Compared with Pope John Paul II on virtually every leg of his journey, Benedict was accused of failing to follow the lead of his predecessor in expressing remorse for the Catholic Church’s historic persecution of Jews. He also omitted his own experience in the German army.
But Rabbi David Rosen, a spokesman for interfaith dialogue in Israel, has said all along that this Pope is an academic, not a diplomat.
“Benedict is shier than his predecessor and not comfortable in public relations, dealing with image,” he said. “There is a big difference in style the way they communicate and the nature of their communication.”
During this papal visit, Palestinians scored a major political boost from the Pope as he called for a Palestinian state in several speeches and sermons and expressed empathy with the suffering of the people. And as he left the country, he again noted the separation wall, something he called “one of the saddest sights for me during my visit to these lands.”
“Let it be universally recognized that the state of Israel has the right to exist, and to enjoy peace and security within internationally agreed borders,” he said. “Let it be likewise acknowledged that the Palestinian people have a right to a sovereign independent homeland, to live with dignity and to travel freely.”
Israeli President Shimon Peres absolved Benedict of his statements on the Holocaust and anti-Semitism, saying they carried “substantive weight.”
In a meeting with Prime Minister Benjamin Netanyahu, Pope Benedict condemned anti-Semitism and hate against the State of Israel, the prime minister’s office said. Netanyahu asked the pontiff to sound his moral voice against Iran.

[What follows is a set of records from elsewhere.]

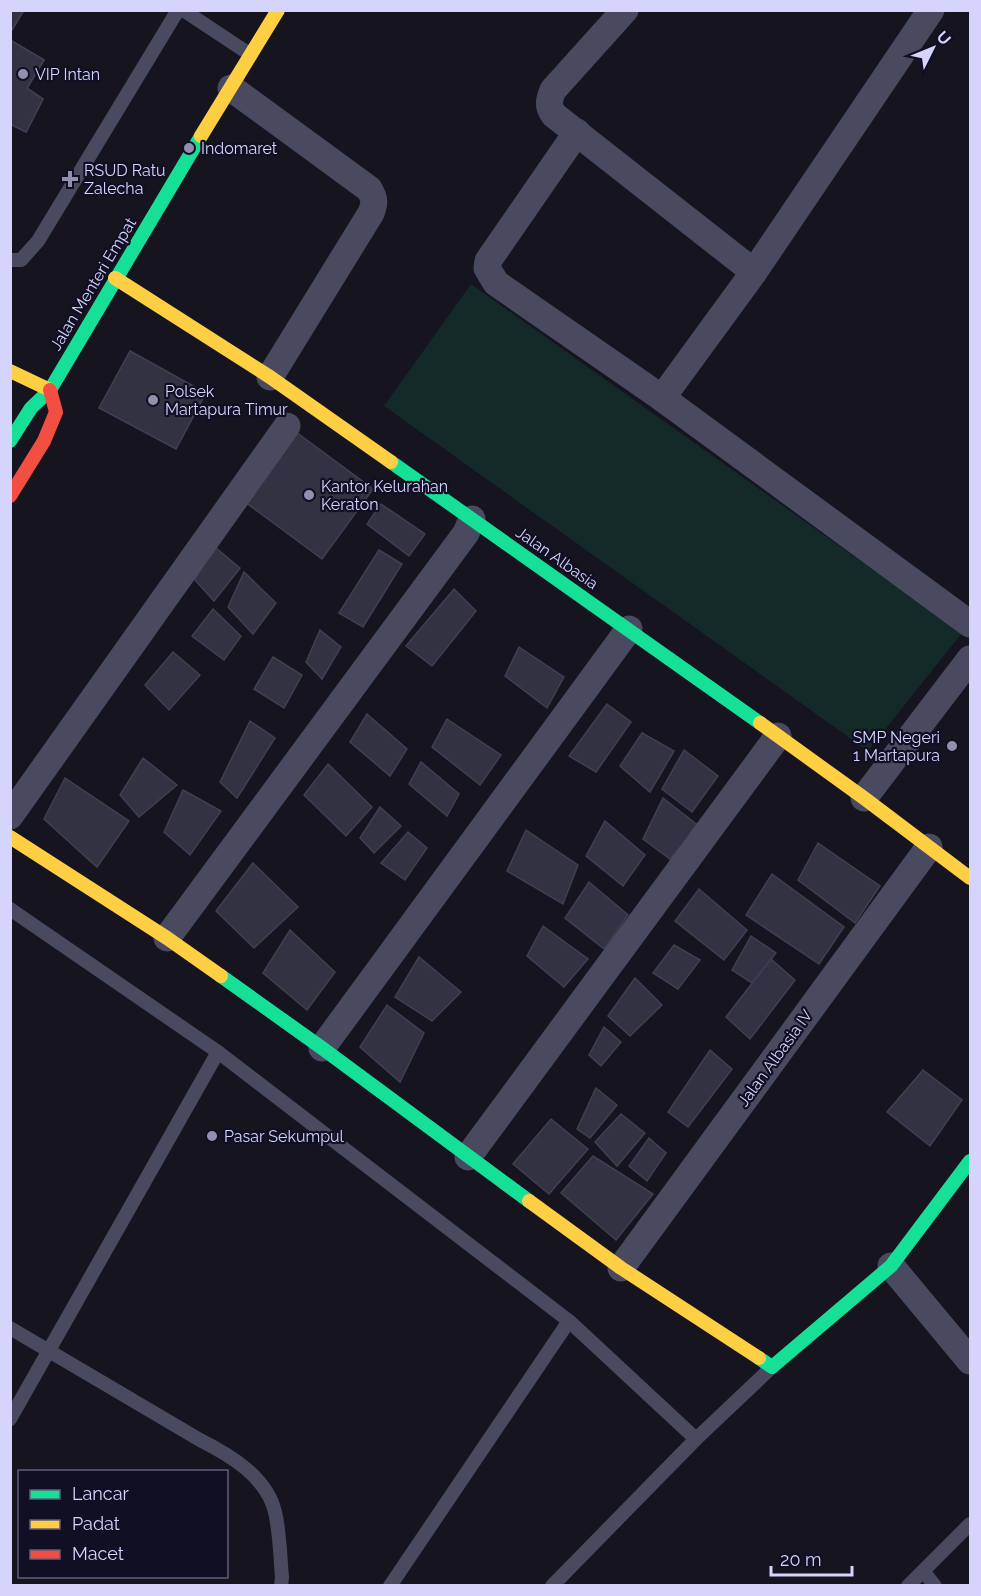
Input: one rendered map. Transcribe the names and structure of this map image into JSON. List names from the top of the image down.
{
  "streets": {
    "street": ["Jalan Menteri Empat", "Jalan Albasia", "Jalan Albasia IV"]
  },
  "crossings": [
    ["Jalan Menteri Empat", "Jalan Albasia"],
    ["Jalan Albasia", "Jalan Albasia IV"]
  ],
  "places": {
    "other": [
      "VIP Intan",
      "Indomaret",
      "Polsek Martapura Timur",
      "Kantor Kelurahan Keraton",
      "SMP Negeri 1 Martapura",
      "Pasar Sekumpul"
    ],
    "health": ["RSUD Ratu Zalecha"]
  },
  "legend": ["Lancar", "Padat", "Macet"],
  "scale_bar": "20 m",
  "north": "top right"
}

On his last day, Pope Benedict visited the Greek Patriarchate, the Holy Sepulchre Church, the tradition site of Jesus’ death and burial, and St. James Armenian Convent, where he praised progress in relations between Catholics and Orthodox faiths.

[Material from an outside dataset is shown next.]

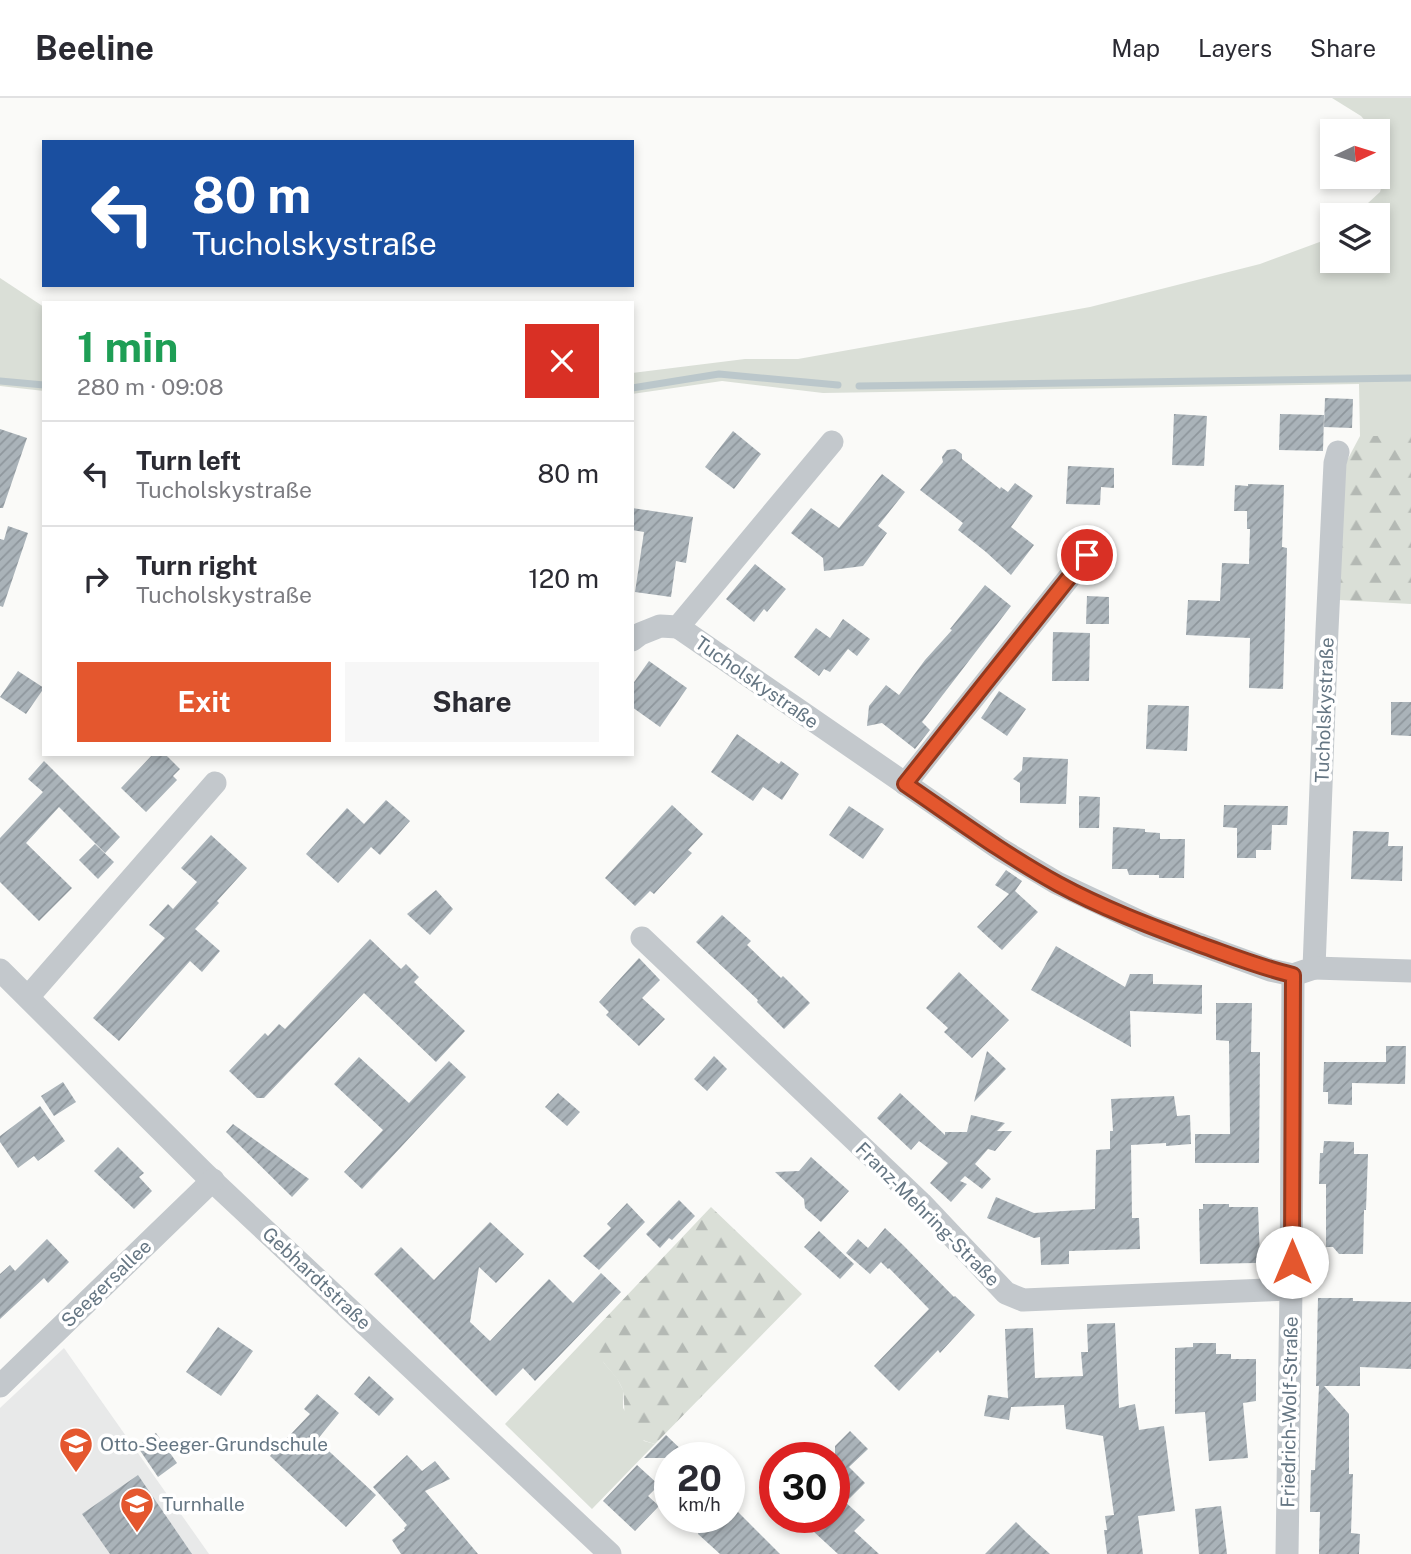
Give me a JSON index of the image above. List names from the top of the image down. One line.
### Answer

Archbishop Nourhan Manougian reminded the Pope that many nations have yet to recognize the Armenian Genocide of 1915 in Turkey. The Pontiff did not address the sticky political situation in his speech, but the 200 Armenians gathered were nevertheless pleased for the recognition of their community as the last stop on the Pope’s tour in the Holy Land.
“The significance is that we are one of the Christian communities in the Old City and for us it is a great honor to be visited by the Pope,” said Michael Zakarian. “It is good for Armenians to be recognized especially being such a small minority”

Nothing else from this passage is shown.